We might want to allow broadcasting c into b. It would avoid this ggml_repeat_4d here:

llama.cpp/src/llama-kv-cache-unified.cpp

Lines 795 to 799 in a0c0fb6

v_cur = ggml_cont_3d(ctx, v_cur, 1, v_cur->ne[0], v_cur->ne[1]);

kv_idxs = ggml_repeat_4d(ctx, kv_idxs, v_cur->ne[1], v_cur->ne[2], 1, 1);

return ggml_set_rows(ctx, v_view, v_cur, kv_idxs);

ggerganov · 2025-06-22T06:29:42Z

I think we want to support broadcasting like this:

    // a TD  [n_embd, ne01,   ne01_2, ne01_3]
    // b TS  [n_embd, n_rows, ne01_2, ne01_3]
    // c I64 [n_rows, ne21,   ne22,   1]
    //
    // broadcast:
    //   ne01_2 % ne21 == 0
    //   ne01_3 % ne22 == 0
    GGML_API struct ggml_tensor * ggml_set_rows(
            struct ggml_context * ctx,
            struct ggml_tensor  * a,  // destination
            struct ggml_tensor  * b,  // source
            struct ggml_tensor  * c); // row indices

Will try to implement this and open a PR to this branch.

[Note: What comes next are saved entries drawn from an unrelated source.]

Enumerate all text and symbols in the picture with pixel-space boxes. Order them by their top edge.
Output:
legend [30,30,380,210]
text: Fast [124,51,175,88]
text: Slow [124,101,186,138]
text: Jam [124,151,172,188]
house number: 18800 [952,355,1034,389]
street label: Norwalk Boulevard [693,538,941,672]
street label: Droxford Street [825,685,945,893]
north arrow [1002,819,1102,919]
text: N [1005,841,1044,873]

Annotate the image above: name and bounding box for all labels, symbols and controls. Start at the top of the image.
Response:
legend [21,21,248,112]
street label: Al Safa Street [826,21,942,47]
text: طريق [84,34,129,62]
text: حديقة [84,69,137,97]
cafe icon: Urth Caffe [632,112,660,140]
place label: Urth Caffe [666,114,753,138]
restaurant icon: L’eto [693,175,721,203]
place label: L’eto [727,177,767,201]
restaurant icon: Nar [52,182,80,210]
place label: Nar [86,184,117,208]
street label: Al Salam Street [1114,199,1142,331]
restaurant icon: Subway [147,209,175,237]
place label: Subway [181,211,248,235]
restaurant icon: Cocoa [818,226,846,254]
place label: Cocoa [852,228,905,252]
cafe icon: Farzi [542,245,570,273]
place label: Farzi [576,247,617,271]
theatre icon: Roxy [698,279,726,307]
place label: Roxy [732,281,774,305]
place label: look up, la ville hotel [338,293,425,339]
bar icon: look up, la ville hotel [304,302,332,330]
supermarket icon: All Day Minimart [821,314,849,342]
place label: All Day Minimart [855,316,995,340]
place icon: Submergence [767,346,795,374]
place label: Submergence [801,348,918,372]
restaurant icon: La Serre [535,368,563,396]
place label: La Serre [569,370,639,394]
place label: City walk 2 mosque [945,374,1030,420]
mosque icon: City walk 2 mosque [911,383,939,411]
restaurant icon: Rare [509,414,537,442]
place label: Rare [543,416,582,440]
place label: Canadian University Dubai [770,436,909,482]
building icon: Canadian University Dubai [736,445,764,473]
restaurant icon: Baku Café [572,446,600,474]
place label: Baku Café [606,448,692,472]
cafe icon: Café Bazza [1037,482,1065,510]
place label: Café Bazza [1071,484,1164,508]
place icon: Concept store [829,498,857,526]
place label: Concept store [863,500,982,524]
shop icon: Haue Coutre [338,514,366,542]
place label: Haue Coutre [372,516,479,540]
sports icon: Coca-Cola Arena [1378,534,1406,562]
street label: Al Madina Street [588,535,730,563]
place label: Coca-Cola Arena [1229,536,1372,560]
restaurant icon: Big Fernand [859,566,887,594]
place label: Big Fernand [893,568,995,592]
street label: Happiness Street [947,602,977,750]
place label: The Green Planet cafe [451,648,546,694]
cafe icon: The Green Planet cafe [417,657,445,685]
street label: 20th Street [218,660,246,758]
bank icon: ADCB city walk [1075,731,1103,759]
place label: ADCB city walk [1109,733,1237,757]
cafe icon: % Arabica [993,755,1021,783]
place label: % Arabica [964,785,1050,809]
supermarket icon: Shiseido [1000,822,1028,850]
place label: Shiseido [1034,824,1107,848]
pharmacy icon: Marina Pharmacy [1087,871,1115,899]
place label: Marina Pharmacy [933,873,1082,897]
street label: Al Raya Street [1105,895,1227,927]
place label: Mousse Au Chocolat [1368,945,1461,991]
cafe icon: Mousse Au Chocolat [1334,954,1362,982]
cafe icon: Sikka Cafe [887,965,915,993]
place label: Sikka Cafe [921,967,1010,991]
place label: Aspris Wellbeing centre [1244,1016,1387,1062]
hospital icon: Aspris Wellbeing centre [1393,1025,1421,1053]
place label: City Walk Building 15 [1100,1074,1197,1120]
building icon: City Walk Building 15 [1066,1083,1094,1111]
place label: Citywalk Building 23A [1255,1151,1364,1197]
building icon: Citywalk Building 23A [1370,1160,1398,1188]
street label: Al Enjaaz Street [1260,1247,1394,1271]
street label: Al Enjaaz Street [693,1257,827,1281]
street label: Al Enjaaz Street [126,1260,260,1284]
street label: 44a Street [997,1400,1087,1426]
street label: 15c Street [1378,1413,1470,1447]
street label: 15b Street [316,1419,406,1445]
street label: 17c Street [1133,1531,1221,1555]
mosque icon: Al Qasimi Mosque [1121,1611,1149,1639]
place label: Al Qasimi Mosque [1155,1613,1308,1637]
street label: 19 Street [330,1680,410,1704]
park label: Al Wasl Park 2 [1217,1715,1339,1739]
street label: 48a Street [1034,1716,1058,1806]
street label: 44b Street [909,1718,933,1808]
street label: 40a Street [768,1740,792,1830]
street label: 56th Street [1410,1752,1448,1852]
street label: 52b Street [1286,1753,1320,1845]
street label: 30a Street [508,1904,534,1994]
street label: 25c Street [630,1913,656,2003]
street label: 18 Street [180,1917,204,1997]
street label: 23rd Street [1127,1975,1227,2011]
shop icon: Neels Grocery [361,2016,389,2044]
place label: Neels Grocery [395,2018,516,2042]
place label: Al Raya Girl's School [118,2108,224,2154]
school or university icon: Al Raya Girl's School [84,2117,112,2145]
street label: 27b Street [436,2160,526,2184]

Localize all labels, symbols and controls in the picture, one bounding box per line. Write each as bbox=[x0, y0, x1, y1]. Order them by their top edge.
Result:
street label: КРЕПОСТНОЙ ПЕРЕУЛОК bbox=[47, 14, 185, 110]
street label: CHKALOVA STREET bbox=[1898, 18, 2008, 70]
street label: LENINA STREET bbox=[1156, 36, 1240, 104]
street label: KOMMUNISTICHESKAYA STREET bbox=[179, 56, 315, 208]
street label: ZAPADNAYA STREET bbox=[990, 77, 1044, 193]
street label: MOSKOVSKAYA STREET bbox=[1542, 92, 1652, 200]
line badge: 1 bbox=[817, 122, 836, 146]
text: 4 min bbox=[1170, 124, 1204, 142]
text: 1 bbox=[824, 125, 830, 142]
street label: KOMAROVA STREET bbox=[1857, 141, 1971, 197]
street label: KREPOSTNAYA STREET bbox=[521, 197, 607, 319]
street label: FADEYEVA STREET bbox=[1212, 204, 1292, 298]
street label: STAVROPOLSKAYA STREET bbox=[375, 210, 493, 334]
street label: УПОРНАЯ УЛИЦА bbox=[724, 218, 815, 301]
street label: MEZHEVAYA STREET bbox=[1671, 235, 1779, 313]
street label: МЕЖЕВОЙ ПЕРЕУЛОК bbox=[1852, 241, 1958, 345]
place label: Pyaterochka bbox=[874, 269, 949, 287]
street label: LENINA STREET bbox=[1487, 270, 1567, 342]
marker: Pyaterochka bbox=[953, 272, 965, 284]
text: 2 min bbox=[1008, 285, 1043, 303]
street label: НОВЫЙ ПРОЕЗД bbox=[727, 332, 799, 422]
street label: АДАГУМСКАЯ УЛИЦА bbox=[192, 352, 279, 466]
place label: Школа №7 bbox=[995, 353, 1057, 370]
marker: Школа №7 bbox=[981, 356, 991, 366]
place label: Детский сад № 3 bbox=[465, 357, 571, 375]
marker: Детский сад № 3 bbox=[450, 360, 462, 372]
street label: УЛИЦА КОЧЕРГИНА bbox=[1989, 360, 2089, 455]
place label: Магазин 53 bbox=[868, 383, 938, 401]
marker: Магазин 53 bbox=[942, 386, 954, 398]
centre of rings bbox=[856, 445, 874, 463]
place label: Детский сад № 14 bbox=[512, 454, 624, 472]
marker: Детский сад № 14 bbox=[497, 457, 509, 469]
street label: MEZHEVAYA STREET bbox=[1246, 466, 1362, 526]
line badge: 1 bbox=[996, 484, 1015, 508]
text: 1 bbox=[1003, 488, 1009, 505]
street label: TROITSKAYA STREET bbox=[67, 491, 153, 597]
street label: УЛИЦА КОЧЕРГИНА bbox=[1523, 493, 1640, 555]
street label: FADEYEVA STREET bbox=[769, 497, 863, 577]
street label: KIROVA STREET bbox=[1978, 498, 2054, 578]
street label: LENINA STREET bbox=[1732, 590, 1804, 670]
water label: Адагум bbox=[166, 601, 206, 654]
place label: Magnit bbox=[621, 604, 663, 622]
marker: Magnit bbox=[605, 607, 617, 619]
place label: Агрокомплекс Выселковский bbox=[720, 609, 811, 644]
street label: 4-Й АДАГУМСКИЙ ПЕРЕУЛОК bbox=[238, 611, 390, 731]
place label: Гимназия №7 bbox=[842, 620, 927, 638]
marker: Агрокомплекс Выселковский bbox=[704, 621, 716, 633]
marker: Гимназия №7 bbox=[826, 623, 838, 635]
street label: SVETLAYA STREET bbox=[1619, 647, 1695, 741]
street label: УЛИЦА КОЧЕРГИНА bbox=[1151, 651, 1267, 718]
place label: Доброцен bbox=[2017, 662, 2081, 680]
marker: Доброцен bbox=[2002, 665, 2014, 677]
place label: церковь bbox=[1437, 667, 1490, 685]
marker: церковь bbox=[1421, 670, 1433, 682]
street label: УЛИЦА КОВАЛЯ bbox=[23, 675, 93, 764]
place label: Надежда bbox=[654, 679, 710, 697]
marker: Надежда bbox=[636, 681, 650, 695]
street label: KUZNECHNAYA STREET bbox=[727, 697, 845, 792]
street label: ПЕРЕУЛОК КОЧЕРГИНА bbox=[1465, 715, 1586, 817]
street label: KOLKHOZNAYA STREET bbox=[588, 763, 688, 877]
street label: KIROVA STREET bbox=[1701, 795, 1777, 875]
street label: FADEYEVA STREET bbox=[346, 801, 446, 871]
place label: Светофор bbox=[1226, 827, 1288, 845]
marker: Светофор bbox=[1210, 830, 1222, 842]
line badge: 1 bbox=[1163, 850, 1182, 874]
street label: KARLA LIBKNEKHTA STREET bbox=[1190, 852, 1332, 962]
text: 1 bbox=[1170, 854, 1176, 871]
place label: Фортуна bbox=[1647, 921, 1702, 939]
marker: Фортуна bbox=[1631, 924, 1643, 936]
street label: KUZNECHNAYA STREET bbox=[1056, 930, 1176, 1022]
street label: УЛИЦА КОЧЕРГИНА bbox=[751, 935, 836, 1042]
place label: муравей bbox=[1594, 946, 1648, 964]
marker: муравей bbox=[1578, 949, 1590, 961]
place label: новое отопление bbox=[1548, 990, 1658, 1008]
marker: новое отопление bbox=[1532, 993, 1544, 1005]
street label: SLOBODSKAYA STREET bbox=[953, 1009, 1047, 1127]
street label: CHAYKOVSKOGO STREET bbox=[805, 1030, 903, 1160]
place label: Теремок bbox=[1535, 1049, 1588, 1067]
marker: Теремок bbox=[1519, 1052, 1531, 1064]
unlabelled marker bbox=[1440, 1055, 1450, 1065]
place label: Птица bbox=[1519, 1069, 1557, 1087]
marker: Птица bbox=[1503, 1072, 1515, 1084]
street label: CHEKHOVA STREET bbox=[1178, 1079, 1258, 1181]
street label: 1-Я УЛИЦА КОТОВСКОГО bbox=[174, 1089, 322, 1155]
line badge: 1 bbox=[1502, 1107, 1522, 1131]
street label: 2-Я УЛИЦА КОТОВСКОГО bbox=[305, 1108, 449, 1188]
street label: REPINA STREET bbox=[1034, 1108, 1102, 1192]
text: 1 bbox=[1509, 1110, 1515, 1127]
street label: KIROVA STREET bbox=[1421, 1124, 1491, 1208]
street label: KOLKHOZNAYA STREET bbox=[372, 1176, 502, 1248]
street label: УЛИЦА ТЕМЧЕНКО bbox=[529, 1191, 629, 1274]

ggerganov · 2025-06-23T06:58:58Z

Will try to implement this and open a PR to this branch.

Opened rgerganov#3

Add ggml_set_rows(a, b, c) which copies rows from 'b' into 'a' using indices from 'c'. ref: ggml-org#8366

ggml-ci

JohannesGaessler · 2025-06-24T20:50:30Z

Question: why do we need a new ggml op GGML_SET_ROWS? Wouldn't it be possible to create a tensor with GGML_GET_ROWS where instead of a new tensor the output tensor is a view of a?

ggerganov · 2025-06-25T05:41:17Z

We want to be able to set rows randomly - not necessarily contiguously. For example, we might want to set rows 2 5 and 13. Don't see how this can be achieved with GGML_GET_ROWS.

ggerganov · 2025-06-26T07:35:30Z

This operator seems quite useful to me and after the recent experiments in #14285 and #14363 I think we should proceed with adding it. I suggest to merge this PR for now and continue adding the rest of the backend implementations towards master.

ggerganov · 2025-06-26T07:36:21Z

ggml/include/ggml.h

+    // true if the elements in dimension 0 are contiguous, or there is just 1 block of elements
+    GGML_API bool ggml_is_contiguous_rows(const struct ggml_tensor * tensor);
+


Attention here

ggerganov · 2025-06-26T07:36:45Z

ggml/src/ggml-cpu/ggml-cpu.c

@@ -192,6 +192,7 @@ typedef pthread_t ggml_thread_t;

 static const struct ggml_type_traits_cpu type_traits_cpu[GGML_TYPE_COUNT] = {
    [GGML_TYPE_F32] = {
+        .from_float               = (ggml_from_float_t) ggml_cpu_fp32_to_fp32,


Attention here

ggerganov · 2025-06-26T07:37:53Z

ggml/src/ggml-cpu/ops.cpp

+static void ggml_compute_forward_repeat_i64(
+        const ggml_compute_params * params,
+        ggml_tensor * dst) {
+
+    const ggml_tensor * src0 = dst->src[0];


After adding the broadcast support to ggml_set_rows() this is not really needed anymore, but I think it's nice to have either way.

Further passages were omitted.